• YOUR GOAL
Look through the records and copy each line that has "auto" in it.
Start of RECORDS FOR THIS EXERCISE
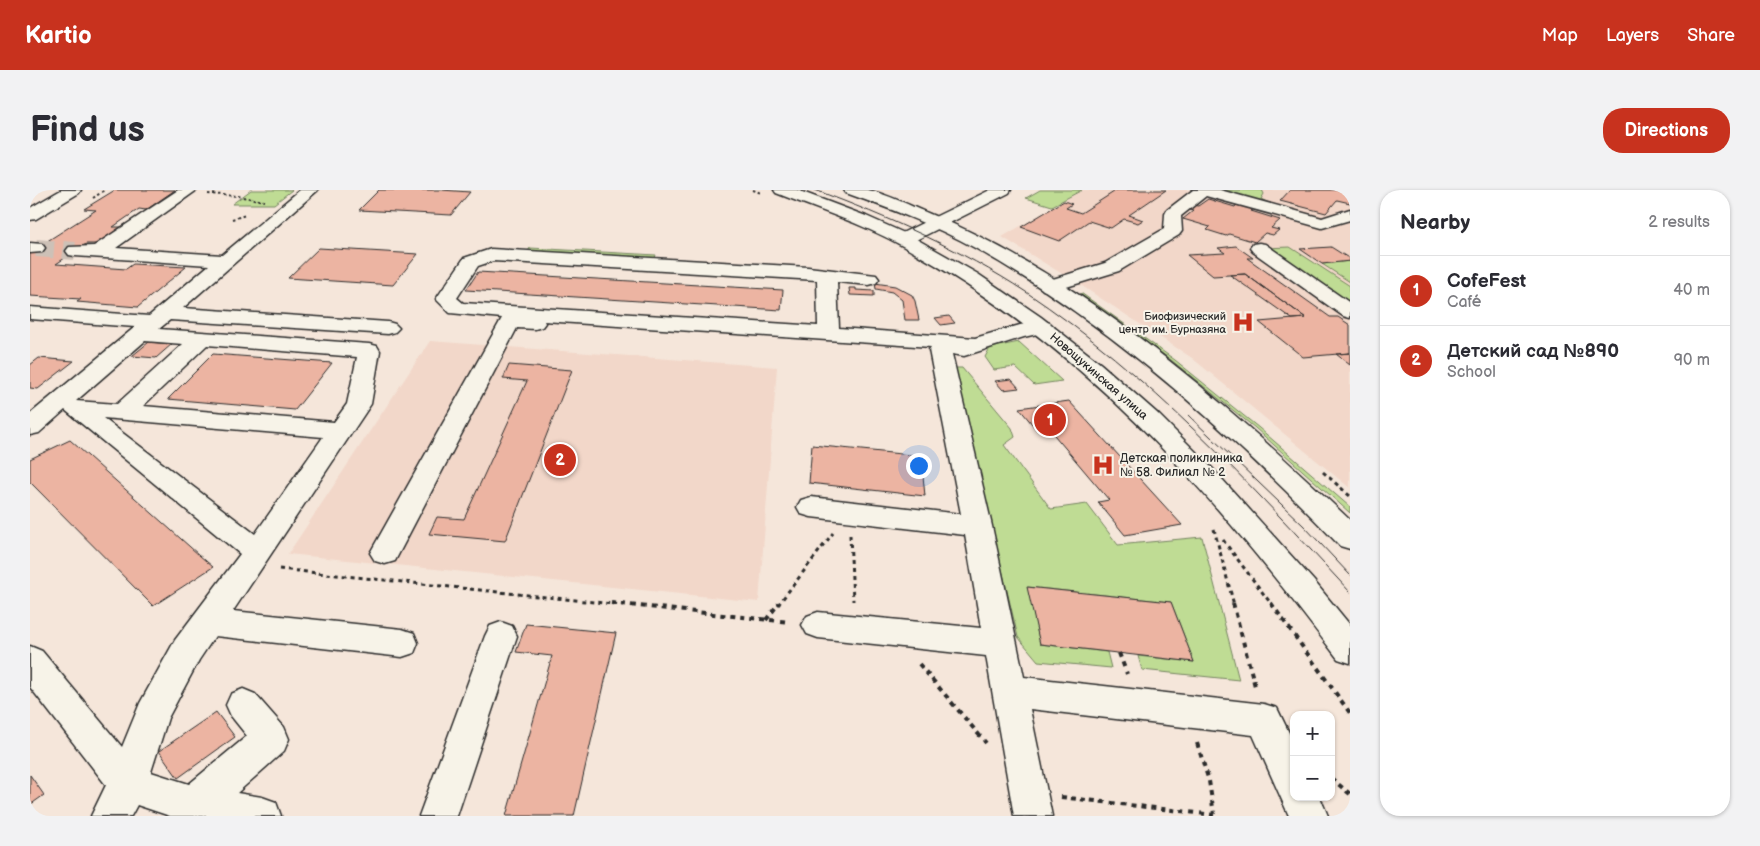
<!DOCTYPE html>
<meta charset="utf-8">
<style>
body{margin:0;font-family:"Balsamiq Sans",sans-serif;background:#f2f2f3;color:#2b2b33}
.controls{position:absolute;right:15px;bottom:15px;display:grid;overflow:hidden;border-radius:10px;box-shadow:0 1px 4px #0004}
.controls button{width:45px;height:45px;display:grid;place-items:center;padding:0;border:0;border-bottom:1px solid #e1e1e2;background:#fff;color:#2b2b33;font:25px sans-serif}
.you{position:absolute;left:888px;top:275px;width:18px;height:18px;margin:-12px;border:4px solid #fff;border-radius:50%;background:#1a73e8;box-shadow:0 0 0 8px #1a73e833}
.badge{display:grid;place-items:center;width:32px;height:32px;border-radius:50%;background:#c8321e;color:#fff;font-size:16px;font-weight:700}
.pin{position:absolute;translate:-50% -50%;border:2px solid #fff;box-shadow:0 1px 5px #0006}
.list{margin:0;padding:0;list-style:none}
h2{display:flex;justify-content:space-between;align-items:center;height:65px;margin:0;padding:0 20px;font-size:21px}
h2 small{font-size:16px;font-weight:400;color:#7c7c81}
.list li{display:grid;grid-template-columns:32px 1fr auto;gap:15px;align-items:center;box-sizing:border-box;height:70px;padding:0 20px;border-top:1px solid #e1e1e2}
.list b{display:block;font-size:19px;white-space:nowrap}
.list p{margin:0;font-size:16px;white-space:nowrap;color:#7c7c81}
.list em{font-size:16px;font-style:normal;color:#7c7c81}
.map{position:relative;flex:none;width:1320px;height:626px;overflow:hidden;border-radius:20px}
header{display:flex;align-items:center;gap:30px;box-sizing:border-box;height:70px;padding:0 25px;background:#c8321e;color:#fff}
header strong{font-size:24px}
nav{display:flex;gap:28px;margin-inline-start:auto;font-size:18px}
.intro{display:flex;align-items:center;justify-content:space-between;box-sizing:border-box;height:120px;padding:0 30px}
h1{margin:0;font-size:35px}
.button{padding:12px 22px;border-radius:20px;background:#c8321e;color:#fff;font-size:18px;font-weight:700}
main{display:flex;gap:30px;padding:0 30px}
aside{flex:1;background:#fff;border-radius:20px;box-shadow:0 1px 4px #0004}
.map>svg:first-child{display:block}
.built{fill:#f2d7c9}
.green{fill:#bfdc94;stroke:#758460}
.building{fill:#ecb4a2;stroke:#2b2b2b}
.lines{fill:none;stroke-linecap:round;stroke-linejoin:round}
.minor-tunnel{stroke:#cdc1b7;stroke-width:18;stroke-dasharray:18 9;stroke-linecap:butt}
.minor-casing{stroke:#2b2b2b;stroke-width:3}
.major-casing{stroke:#2b2b2b;stroke-width:3}
.path-far2{stroke:#2b2b2b;stroke-width:2;stroke-dasharray:2.5 2.5;stroke-linecap:butt}
.path-far1{stroke:#2b2b2b;stroke-width:3;stroke-dasharray:4 4;stroke-linecap:butt}
.path{stroke:#2b2b2b;stroke-width:4;stroke-dasharray:5 5;stroke-linecap:butt}
.minor{fill:#f7f3e8;fill-rule:evenodd}
.major{fill:#f7f3e8;fill-rule:evenodd}
.tram{stroke:#2b2b2b;stroke-width:1}
.labels{text-anchor:middle;stroke-width:4;stroke-linejoin:round;paint-order:stroke}
.far-poi-label{font-size:11px;fill:#2b2b2b;stroke:#f7f3e8;text-anchor:end}
.street-label{font-size:12px;fill:#2b2b2b;stroke:#f7f3e8}
.poi-label{font-size:12px;fill:#2b2b2b;stroke:#f7f3e8;text-anchor:start}
</style>
<header>
<strong>Kartio</strong>
<nav><a>Map</a><a>Layers</a><a>Share</a></nav>
</header>
<div class="intro"><h1>Find us</h1><a class="button">Directions</a></div>
<main>
<div class="map">
<svg width="1320" height="626" viewBox="0 0 1320 626">
<rect width="100%" height="100%" fill="#f5e6da"/>
<filter id="ink" filterUnits="userSpaceOnUse"><feTurbulence type="fractalNoise" baseFrequency=".02" numOctaves="2"/><feDisplacementMap in="SourceGraphic" scale="10" xChannelSelector="R" yChannelSelector="G"/><feConvolveMatrix kernelMatrix="1 2 1 2 8 2 1 2 1" color-interpolation-filters="sRGB"/></filter>
<g filter="url(#ink)">
<path class="built" d="M 1052,0 L 1320,0 L 1320,298 L 1162,168 L 1052,96 L 972,47 Z
M 400,151 L 747,177 L 729,412 L 258,364 Z"/>
<path class="green" d="M 221,0 L 262,0 L 244,14 L 202,14 Z
M 1010,0 L 1052,0 L 1022,16 L 996,8 Z
M 1195,0 L 1232,0 L 1234,4 L 1231,9 L 1239,13 L 1234,14 L 1197,4 Z
M 1260,57 L 1320,96 L 1320,118 L 1234,58 Z
M 500,58 L 626,65 L 624,70 L 497,63 Z
M 1320,71 L 1320,92 L 1292,74 Z
M 1051,103 L 1145,170 L 1229,238 L 1320,317 L 1320,323 L 1225,238 L 1141,170 L 1050,104 Z
M 989,152 L 1032,191 L 1004,195 L 985,177 L 964,180 L 955,167 L 960,158 Z
M 924,178 L 932,178 L 982,238 L 985,247 L 974,255 L 1021,319 L 1057,314 L 1088,355 L 1172,347 L 1209,490 L 1112,480 L 1108,466 L 1164,472 L 1141,412 L 998,397 L 1010,454 L 1077,462 L 1081,478 L 1008,471 L 988,447 Z"/>
<path class="building" d="M 85,0 L 145,0 L 116,20 L 109,19 L 83,37 L 91,37 L 66,54 L 56,54 L 26,74 L 96,79 L 103,74 L 156,77 L 108,117 L 47,112 L 51,109 L 0,106 L 0,62 L 66,20 L 54,19 Z
M 349,0 L 411,0 L 440,2 L 421,25 L 329,20 Z
M 1087,0 L 1136,0 L 1099,25 L 1113,30 L 1108,33 L 1094,29 L 1081,38 L 1059,31 L 1029,51 L 991,37 L 1034,11 L 1042,14 L 1036,18 L 1051,23 Z
M 1260,0 L 1318,0 L 1320,1 L 1320,13 L 1307,10 L 1296,23 L 1250,11 Z
M 1178,9 L 1205,17 L 1207,14 L 1224,19 L 1221,21 L 1250,30 L 1241,38 L 1249,40 L 1243,45 L 1235,43 L 1225,52 L 1199,44 L 1196,46 L 1177,40 L 1180,37 L 1153,29 L 1163,21 L 1156,19 L 1162,15 L 1168,16 Z
M 1206,56 L 1223,68 L 1217,68 L 1300,127 L 1308,127 L 1320,135 L 1320,163 L 1273,167 L 1229,132 L 1276,128 L 1215,84 L 1183,86 L 1157,65 L 1195,63 L 1188,58 Z
M 1301,57 L 1320,69 L 1320,71 L 1292,74 L 1270,59 Z
M 289,58 L 388,64 L 363,95 L 258,88 Z
M 448,82 L 753,100 L 751,120 L 436,100 Z
M 1215,84 L 1276,128 L 1262,129 L 1200,85 Z
M 845,93 L 865,96 L 882,105 L 885,111 L 889,130 L 875,130 L 872,110 L 862,102 L 846,99 Z
M 819,98 L 826,98 L 826,100 L 844,101 L 844,106 L 820,105 Z
M 919,126 L 925,133 L 911,135 L 905,128 Z
M 119,152 L 142,154 L 126,168 L 102,166 Z
M 1320,163 L 1320,175 L 1306,164 Z
M 183,164 L 302,173 L 265,220 L 138,209 Z
M 9,168 L 44,171 L 8,199 L 0,198 L 0,175 Z
M 479,175 L 542,180 L 475,351 L 399,344 L 407,327 L 434,329 L 497,191 L 473,189 Z
M 981,189 L 989,198 L 973,200 L 965,191 Z
M 1039,211 L 1152,335 L 1095,345 L 1068,312 L 1079,310 L 1019,239 L 1007,240 L 989,218 Z
M 40,250 L 169,365 L 183,377 L 123,416 L 0,292 L 0,269 Z
M 782,255 L 891,266 L 895,306 L 779,293 Z
M 997,397 L 1141,412 L 1164,472 L 1010,454 Z
M 496,434 L 586,443 L 544,626 L 476,626 L 522,466 L 486,462 Z
M 186,522 L 205,547 L 148,588 L 129,561 Z
M 0,585 L 14,605 L 0,615 Z"/>
<g class="lines">
<path class="minor-tunnel" d="M 6,58 L 45,61"/>
<g class="minor-casing">
<path id="minor" d="M 31,0 L 51,0 L 49,3 L 6,29 L 0,30 L 0,18 Z
M 148,0 L 167,0 L 86,58 L 192,65 L 270,0 L 288,0 L 153,118 L 358,132 L 365,134 L 369,138 L 365,142 L 358,144 L 140,130 L 129,139 L 339,154 L 347,156 L 350,161 L 341,214 L 203,421 L 372,439 L 384,443 L 388,453 L 384,463 L 372,467 L 185,446 L 169,470 L 138,528 L 121,582 L 159,594 L 217,546 L 201,526 L 196,515 L 201,504 L 213,499 L 225,504 L 254,537 L 259,549 L 254,561 L 207,603 L 232,607 L 246,612 L 251,626 L 140,626 L 107,615 L 101,626 L 61,626 L 76,595 L 0,497 L 0,456 L 12,461 L 92,557 L 110,513 L 145,450 L 210,364 L 35,220 L 9,243 L 0,245 L 0,224 L 105,137 L 0,129 L 0,117 L 119,126 L 179,75 L 45,66 L 39,65 L 36,61 L 39,57 L 64,56 ZM 115,151 L 153,154 L 87,214 L 46,211 ZM 177,155 L 327,167 L 317,214 L 304,232 L 113,216 ZM 73,228 L 293,247 L 225,344 Z
M 960,0 L 981,0 L 979,3 L 880,53 L 874,54 L 868,53 L 865,49 L 868,45 Z
M 1163,0 L 1190,0 L 1292,28 L 1320,19 L 1320,30 L 1292,38 L 1176,6 L 1151,26 L 1152,41 L 1149,45 L 1089,81 L 1020,102 L 1013,100 L 1010,96 L 1013,92 L 1075,73 L 1134,39 L 1135,24 L 1137,20 Z
M 0,53 L 12,54 L 15,58 L 12,62 L 0,63 Z
M 1229,53 L 1235,54 L 1320,113 L 1320,128 L 1313,126 L 1223,62 L 1220,58 L 1223,54 Z
M 461,59 L 778,77 L 846,85 L 849,89 L 846,93 L 839,95 L 807,92 L 809,138 L 945,148 L 990,135 L 1013,131 L 1020,133 L 1024,137 L 1020,141 L 994,147 L 934,166 L 922,164 L 962,336 L 994,487 L 1234,514 L 1247,518 L 1264,553 L 1264,607 L 1290,607 L 1298,626 L 1259,626 L 1223,545 L 1000,519 L 1022,626 L 984,626 L 956,466 L 788,448 L 777,444 L 772,435 L 777,426 L 788,422 L 951,438 L 935,345 L 781,327 L 771,324 L 767,317 L 771,310 L 781,307 L 931,324 L 899,160 L 901,157 L 514,131 L 515,133 L 512,137 L 505,139 L 487,138 L 365,371 L 355,374 L 345,371 L 340,363 L 472,128 L 420,123 L 406,109 L 434,68 ZM 463,71 L 787,90 L 788,136 L 433,113 L 427,108 L 448,76 Z
M 471,432 L 482,436 L 487,446 L 427,626 L 389,626 L 455,446 L 460,436 Z"/>
</g>
<g class="major-casing">
<path id="major" d="M 744,0 L 767,0 L 836,26 L 881,46 L 948,84 L 1011,127 L 1071,174 L 1128,224 L 1182,278 L 1284,391 L 1320,435 L 1320,473 L 1308,469 C 1182,302 1055,156 869,54 C 830,33 787,19 746,3 Z
M 814,0 C 821,0 830,0 837,0 C 855,3 883,17 900,24 C 1056,88 1199,216 1320,330 L 1320,359 L 1310,356 C 1204,245 1079,133 945,58 C 904,35 860,19 816,3 Z"/>
</g>
<path class="path-far2" d="M 723,0 L 731,3
M 178,4 L 208,6 L 234,11
M 63,8 L 75,0
M 202,29 L 216,25"/>
<path class="path-far1" d="M 1293,282 L 1320,306
M 1184,339 L 1204,415
M 820,345 L 823,411
M 1193,350 L 1242,415
M 249,379 L 593,415
M 748,415 L 803,343"/>
<path class="path" d="M 581,413 L 759,432
M 1203,413 L 1226,500
M 1241,413 L 1320,523
M 736,430 L 749,413
M 1089,463 L 1097,484
M 889,474 L 956,553
M 1167,553 L 1179,591 L 1184,624
M 1301,588 L 1320,604
M 1031,607 L 1184,625"/>
<use href="#minor" class="minor"/>
<use href="#major" class="major"/>
<path class="tram" d="M 785,0 C 858,27 930,59 996,102 C 1119,184 1220,294 1320,402
M 1158,225 L 1274,336 L 1320,385"/>
</g>
</g>
<defs>
<g id="hospital-bare" transform="scale(1.725)"><path d="M-5-5h3v3.5h4V-5h3V5h-3V1.5h-4V5h-3Z" fill="#c8321e" stroke="#f7f3e8" stroke-width="2.5" paint-order="stroke"/></g>
</defs>
<g fill-rule="evenodd">
<use href="#hospital-bare" x="1213" y="132"/>
<use href="#hospital-bare" x="1073" y="275"/>
</g>
<g class="labels">
<g class="far-poi-label">
<text x="1196" y="130">Биофизический<tspan x="1196" dy="13">центр им. Бурназяна</tspan></text>
</g>
<g class="street-label">
<text transform="translate(1069 186) rotate(41)" y="4">Новощукинская улица</text>
</g>
<g class="poi-label">
<text x="1090" y="272">Детская поликлиника<tspan x="1090" dy="14">№ 58. Филиал № 2</tspan></text>
</g>
</g>
</svg>
<div class="controls">
<button>+</button>
<button>−</button>
</div>
<div class="you"></div>
<div class="pin badge" style="left:1020px;top:230px">1</div>
<div class="pin badge" style="left:530px;top:270px">2</div>
</div>
<aside>
<h2>Nearby<small>2 results</small></h2>
<ul class="list">
<li><span class="badge">1</span><div><b>CofeFest</b><p>Café</p></div><em>40 m</em></li>
<li><span class="badge">2</span><div><b>Детский сад №890</b><p>School</p></div><em>90 m</em></li>
</ul>
</aside>
</main>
End of RECORDS FOR THIS EXERCISE
• ANSWER SECTION
.list li{display:grid;grid-template-columns:32px 1fr auto;gap:15px;align-items:center;box-sizing:border-box;height:70px;padding:0 20px;border-top:1px solid #e1e1e2}
nav{display:flex;gap:28px;margin-inline-start:auto;font-size:18px}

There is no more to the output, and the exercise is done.